The localization and cycling of ERp44 are controlled by zinc- and pH-dependent conformational changes that expose its client binding site and RDEL motif (Vavassori et al., 2013; Watanabe et al., 2019; Tempio & Anelli, 2020). O-glycosylated ERp44 is secreted by primary and immortalized endometrial cells (Sannino et al., 2014) suggesting transport through the canonical secretory pathway. If not in all, in most cell types, lowering zinc concentration induces rather selectively the secretion of ERp44 and its clients. Upon pH manipulation, instead, ERp44 is retained while its cargos Ero1α, Prx4 and ERAP1 are secreted.
Cancer and Inflammation
Like ERp44, the small thioredoxin family member AGR2 lacks the resolving cysteine in its active motif and is hence better suited for an isomerase/holdase than an oxidoreductase function (Moidu et al., 2020). Despite its KTEL motif warrants ESC residency, it has a reduced binding affinity for the KRs (Raykhel et al., 2007; Alanen et al., 2011). This could explain its well documented secretion in response to physiological and/or pathological conditions. Indeed, besides its established intracellular roles in the folding, trafficking, and assembly of mucins, EGF receptors and other cysteine-rich proteins (Delom et al., 2020; Moidu et al., 2020), AGR2 has been found secreted or bound to the plasma membrane (Chevet et al., 2013; Dumartin et al., 2017). In cancer, these extracellular localizations of AGR2 have been proposed to modulate matrix remodeling, metastasis progression and support angiogenesis (Delom et al., 2018). Enhanced AGR2 secretion by ER stressed cells is thought also to modulate pro-inflammatory signals, particularly in inflammatory bowel disease (Maurel et al., 2019). The presence of O-glycans in extracellular AGR2 suggests that it follows the canonical secretory route (Clarke et al., 2015; Tian et al., 2018; Moidu et al., 2020).

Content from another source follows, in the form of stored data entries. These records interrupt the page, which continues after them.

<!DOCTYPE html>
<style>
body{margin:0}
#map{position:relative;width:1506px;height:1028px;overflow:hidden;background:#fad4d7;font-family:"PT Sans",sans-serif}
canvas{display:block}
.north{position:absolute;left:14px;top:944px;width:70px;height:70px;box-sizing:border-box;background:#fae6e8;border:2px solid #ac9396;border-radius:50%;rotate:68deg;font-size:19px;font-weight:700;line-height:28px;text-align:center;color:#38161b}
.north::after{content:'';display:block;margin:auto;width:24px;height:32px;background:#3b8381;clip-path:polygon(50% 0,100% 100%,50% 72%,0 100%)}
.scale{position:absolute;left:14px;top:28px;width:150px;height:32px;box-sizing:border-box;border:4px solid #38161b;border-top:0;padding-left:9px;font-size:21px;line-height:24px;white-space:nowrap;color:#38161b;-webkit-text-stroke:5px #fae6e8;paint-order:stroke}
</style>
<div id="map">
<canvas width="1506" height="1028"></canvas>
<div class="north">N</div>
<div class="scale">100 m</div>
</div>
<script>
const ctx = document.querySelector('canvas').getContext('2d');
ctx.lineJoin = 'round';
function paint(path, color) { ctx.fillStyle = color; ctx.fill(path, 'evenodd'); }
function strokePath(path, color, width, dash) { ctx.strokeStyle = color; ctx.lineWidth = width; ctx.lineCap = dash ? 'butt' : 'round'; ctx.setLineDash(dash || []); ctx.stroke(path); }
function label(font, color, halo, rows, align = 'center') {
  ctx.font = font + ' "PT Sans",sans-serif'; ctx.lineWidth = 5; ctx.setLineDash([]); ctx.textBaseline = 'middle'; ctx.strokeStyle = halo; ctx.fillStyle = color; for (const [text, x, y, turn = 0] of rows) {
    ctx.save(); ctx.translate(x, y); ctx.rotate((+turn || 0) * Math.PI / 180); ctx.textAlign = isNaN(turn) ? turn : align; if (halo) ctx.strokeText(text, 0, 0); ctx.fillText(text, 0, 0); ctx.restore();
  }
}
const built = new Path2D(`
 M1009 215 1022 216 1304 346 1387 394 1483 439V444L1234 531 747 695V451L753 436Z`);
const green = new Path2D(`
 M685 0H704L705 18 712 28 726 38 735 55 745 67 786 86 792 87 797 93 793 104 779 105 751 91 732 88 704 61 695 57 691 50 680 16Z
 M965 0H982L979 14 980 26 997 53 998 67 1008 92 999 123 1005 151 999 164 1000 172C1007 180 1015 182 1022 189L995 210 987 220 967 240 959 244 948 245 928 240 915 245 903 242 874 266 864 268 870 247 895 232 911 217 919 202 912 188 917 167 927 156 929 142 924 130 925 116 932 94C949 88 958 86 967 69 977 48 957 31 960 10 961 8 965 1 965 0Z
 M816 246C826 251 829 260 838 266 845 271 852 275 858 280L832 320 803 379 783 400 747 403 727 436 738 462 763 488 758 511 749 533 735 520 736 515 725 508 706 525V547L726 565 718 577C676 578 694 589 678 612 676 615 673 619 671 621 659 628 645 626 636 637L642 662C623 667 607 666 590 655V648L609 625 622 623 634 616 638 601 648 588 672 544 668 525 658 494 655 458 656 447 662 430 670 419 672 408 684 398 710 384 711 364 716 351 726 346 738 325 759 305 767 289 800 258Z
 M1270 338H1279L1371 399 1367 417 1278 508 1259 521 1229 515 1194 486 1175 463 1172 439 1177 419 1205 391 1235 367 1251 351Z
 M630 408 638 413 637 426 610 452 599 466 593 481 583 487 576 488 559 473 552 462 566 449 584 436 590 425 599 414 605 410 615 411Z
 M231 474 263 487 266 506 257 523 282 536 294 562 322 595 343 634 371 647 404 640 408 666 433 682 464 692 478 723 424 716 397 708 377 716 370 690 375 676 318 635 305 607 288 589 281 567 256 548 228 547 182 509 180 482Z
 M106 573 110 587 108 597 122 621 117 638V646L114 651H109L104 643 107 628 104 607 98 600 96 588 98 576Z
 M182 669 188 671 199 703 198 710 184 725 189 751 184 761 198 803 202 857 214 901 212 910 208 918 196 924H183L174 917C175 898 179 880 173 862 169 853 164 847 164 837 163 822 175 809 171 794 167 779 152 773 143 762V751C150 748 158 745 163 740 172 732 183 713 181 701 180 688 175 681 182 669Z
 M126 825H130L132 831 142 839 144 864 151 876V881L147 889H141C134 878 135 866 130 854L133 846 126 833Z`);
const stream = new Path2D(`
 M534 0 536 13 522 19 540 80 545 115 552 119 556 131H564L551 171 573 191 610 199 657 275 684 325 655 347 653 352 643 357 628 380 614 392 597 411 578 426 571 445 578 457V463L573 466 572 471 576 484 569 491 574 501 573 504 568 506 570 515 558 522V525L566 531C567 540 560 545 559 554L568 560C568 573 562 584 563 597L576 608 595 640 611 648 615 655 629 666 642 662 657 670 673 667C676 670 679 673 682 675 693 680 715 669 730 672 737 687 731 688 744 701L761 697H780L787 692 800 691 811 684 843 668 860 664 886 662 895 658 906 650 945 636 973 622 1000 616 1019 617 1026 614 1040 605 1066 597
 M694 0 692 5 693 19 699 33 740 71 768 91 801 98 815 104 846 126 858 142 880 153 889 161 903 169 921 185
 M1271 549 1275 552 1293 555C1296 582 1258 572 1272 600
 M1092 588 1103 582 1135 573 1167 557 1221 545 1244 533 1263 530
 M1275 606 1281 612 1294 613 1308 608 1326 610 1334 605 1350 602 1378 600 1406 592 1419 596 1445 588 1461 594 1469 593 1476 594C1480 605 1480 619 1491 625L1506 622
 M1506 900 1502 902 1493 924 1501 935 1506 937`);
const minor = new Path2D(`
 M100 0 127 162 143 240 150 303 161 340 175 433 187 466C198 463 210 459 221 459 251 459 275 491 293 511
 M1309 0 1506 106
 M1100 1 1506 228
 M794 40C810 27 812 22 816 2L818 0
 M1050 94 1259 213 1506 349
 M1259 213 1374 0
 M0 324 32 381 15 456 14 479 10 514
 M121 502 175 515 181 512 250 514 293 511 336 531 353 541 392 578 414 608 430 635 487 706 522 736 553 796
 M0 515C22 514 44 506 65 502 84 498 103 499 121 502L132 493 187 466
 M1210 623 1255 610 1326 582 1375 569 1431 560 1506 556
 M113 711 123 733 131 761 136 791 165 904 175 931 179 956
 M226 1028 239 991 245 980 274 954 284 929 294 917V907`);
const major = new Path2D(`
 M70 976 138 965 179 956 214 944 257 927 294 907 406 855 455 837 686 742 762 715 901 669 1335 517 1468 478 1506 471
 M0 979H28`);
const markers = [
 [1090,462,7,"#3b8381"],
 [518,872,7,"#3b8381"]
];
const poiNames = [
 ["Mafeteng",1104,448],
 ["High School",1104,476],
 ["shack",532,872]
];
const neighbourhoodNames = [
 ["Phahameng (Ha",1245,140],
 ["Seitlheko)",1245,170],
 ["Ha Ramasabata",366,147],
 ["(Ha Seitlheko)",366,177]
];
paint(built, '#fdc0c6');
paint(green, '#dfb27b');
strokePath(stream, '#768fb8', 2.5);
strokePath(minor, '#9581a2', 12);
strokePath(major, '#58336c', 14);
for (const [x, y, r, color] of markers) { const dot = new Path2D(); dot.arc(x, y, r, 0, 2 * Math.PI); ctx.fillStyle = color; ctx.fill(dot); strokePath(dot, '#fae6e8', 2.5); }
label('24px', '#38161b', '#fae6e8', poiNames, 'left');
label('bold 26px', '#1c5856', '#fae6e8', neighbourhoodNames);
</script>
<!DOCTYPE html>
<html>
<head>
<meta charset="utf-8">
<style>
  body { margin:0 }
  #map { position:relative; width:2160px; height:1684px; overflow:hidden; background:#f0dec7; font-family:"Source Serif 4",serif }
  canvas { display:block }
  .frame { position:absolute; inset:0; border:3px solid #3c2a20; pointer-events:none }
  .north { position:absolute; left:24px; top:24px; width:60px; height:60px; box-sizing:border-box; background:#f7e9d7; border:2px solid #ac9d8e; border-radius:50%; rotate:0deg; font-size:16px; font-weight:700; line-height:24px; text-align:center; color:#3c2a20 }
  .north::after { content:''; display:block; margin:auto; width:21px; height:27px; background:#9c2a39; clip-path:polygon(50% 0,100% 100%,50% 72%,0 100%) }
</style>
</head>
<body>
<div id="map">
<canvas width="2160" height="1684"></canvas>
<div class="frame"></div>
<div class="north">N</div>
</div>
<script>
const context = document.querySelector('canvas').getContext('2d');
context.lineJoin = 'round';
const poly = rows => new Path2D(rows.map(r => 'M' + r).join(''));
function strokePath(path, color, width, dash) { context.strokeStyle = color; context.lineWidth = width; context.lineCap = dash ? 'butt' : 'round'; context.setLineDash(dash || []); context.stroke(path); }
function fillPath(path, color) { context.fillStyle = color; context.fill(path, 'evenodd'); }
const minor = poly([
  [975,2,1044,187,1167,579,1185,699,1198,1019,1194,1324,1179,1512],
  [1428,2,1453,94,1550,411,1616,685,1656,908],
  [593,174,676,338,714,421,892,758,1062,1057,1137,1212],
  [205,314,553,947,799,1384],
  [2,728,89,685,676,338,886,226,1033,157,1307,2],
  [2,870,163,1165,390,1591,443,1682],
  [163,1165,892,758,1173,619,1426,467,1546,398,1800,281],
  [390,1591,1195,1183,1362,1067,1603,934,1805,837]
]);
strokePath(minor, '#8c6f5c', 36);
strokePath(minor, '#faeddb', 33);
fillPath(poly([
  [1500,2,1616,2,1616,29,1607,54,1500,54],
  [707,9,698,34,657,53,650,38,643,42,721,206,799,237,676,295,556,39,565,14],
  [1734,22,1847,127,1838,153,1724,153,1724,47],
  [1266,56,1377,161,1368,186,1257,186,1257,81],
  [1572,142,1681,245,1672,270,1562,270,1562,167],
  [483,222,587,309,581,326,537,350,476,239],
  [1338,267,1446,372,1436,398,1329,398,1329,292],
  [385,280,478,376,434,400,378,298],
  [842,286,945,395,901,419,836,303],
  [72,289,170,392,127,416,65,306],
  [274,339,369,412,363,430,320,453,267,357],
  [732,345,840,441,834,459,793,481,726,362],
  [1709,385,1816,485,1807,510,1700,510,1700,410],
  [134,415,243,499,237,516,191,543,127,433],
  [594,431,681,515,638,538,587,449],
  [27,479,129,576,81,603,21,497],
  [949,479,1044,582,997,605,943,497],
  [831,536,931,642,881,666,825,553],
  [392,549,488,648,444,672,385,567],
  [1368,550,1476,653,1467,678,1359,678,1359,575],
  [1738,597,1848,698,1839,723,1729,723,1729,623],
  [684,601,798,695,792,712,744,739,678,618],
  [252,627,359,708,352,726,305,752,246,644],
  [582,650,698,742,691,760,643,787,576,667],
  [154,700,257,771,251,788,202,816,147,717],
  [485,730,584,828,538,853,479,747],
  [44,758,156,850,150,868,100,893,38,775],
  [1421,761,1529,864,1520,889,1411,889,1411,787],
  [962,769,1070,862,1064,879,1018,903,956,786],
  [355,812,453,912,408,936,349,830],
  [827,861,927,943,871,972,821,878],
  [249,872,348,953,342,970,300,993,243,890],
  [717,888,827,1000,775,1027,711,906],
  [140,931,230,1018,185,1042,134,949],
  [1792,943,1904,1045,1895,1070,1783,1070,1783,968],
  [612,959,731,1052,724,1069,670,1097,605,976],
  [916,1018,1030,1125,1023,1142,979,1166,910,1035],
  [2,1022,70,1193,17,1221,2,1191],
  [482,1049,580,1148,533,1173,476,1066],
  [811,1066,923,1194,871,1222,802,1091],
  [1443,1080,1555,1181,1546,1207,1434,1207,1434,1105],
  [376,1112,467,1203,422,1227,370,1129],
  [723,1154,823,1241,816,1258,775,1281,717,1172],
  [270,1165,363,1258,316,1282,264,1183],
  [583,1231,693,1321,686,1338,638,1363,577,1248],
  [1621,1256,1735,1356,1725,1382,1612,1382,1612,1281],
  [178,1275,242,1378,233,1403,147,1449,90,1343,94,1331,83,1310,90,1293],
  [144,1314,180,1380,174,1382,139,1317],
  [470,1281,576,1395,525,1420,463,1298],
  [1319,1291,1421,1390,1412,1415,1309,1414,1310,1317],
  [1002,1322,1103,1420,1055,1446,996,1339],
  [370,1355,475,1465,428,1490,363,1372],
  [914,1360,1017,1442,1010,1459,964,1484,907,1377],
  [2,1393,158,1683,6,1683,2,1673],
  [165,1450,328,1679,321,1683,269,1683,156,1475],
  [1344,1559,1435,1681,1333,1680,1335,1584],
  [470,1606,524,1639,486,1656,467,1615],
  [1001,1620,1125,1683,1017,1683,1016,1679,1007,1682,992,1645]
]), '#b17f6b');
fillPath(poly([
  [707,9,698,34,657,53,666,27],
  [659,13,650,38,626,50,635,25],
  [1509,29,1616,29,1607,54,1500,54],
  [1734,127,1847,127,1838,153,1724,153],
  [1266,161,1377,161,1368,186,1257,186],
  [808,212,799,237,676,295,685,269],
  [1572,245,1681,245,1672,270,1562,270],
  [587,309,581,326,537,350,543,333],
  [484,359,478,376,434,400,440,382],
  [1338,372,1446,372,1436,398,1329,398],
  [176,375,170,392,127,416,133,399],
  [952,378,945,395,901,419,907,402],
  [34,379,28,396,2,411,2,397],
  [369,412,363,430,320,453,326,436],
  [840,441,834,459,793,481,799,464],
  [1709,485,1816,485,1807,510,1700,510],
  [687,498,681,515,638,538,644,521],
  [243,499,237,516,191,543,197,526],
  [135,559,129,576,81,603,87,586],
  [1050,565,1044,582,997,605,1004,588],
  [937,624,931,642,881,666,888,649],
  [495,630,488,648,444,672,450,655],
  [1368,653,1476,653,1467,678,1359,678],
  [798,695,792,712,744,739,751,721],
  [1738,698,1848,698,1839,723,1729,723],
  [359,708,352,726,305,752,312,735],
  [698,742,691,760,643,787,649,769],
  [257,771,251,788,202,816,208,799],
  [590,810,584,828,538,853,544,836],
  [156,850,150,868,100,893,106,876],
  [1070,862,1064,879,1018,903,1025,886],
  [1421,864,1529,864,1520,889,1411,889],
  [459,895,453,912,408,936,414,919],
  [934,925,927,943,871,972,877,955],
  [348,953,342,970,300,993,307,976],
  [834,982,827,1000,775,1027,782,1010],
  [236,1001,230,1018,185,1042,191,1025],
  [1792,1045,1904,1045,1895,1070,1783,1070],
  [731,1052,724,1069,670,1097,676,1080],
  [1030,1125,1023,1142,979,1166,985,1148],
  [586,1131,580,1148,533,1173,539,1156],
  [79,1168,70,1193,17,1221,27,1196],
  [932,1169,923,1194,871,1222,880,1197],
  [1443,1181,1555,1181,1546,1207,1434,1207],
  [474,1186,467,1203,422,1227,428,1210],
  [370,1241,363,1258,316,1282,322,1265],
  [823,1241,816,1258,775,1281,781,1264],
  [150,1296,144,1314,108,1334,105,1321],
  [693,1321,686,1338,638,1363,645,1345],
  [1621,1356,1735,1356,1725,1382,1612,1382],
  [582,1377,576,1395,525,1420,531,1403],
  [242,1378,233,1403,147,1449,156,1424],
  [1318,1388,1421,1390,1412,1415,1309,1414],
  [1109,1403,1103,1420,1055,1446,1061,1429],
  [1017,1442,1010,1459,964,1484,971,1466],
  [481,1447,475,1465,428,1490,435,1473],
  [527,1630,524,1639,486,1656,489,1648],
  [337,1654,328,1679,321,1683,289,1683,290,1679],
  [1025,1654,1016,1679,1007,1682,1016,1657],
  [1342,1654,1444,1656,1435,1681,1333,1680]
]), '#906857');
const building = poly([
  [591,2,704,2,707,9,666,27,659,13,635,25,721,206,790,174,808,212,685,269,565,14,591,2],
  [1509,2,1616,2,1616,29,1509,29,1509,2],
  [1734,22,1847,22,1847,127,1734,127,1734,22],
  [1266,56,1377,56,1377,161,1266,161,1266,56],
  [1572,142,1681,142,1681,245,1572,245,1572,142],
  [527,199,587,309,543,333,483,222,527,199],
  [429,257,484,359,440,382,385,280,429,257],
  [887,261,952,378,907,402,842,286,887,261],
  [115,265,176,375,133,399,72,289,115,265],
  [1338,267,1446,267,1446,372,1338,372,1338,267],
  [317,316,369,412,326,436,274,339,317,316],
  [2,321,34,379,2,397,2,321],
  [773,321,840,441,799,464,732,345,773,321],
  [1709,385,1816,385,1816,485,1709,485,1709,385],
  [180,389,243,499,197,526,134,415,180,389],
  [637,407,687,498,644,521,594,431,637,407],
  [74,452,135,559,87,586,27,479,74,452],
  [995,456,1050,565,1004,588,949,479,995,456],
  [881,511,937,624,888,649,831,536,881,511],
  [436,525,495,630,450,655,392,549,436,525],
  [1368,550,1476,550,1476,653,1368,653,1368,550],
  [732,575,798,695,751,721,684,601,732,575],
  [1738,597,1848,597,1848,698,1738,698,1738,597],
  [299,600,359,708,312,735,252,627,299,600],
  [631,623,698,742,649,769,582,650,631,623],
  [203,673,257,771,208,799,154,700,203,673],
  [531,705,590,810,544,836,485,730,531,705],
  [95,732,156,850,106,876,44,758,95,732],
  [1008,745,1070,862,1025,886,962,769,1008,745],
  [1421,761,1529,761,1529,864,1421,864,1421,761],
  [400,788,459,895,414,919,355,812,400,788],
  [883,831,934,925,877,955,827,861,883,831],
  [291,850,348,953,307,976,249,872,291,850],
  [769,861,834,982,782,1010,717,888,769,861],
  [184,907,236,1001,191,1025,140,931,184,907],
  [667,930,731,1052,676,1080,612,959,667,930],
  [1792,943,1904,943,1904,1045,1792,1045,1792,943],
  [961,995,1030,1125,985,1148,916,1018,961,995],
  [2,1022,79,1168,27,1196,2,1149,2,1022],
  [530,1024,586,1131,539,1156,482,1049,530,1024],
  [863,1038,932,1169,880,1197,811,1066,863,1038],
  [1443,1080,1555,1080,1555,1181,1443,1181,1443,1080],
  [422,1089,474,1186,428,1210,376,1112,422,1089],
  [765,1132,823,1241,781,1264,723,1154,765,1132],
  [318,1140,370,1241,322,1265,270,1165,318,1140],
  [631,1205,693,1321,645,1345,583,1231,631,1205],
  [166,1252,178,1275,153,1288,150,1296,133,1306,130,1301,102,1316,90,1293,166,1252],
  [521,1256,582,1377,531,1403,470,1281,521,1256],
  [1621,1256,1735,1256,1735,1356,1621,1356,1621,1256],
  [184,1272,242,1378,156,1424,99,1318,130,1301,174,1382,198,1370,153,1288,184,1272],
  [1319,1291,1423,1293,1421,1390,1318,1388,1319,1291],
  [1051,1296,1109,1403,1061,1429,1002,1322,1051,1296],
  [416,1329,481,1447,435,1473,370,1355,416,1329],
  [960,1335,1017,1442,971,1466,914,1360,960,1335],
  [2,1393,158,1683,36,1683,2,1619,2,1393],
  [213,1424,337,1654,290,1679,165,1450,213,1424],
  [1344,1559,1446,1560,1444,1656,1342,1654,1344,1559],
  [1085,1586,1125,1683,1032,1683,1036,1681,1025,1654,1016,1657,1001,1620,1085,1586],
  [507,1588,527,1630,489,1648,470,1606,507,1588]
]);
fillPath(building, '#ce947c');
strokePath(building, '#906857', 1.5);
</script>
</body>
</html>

Conclusions and Open Questions
After the finding that cells exchange bits of cytosol and membranes with each other, another pillar of cell biology fell apart with the detection on the plasma membrane or in the extracellular fluids of proteins traditionally used as markers of the ESC. Is this “extracellular folding compartment” a new way that cells use to communicate with each other? Are moonlighting and multitasking obligatory features of proteins in multicellular organisms? In this respect, we can imagine an intercellular compartment in which individual folding components are provided by different cells.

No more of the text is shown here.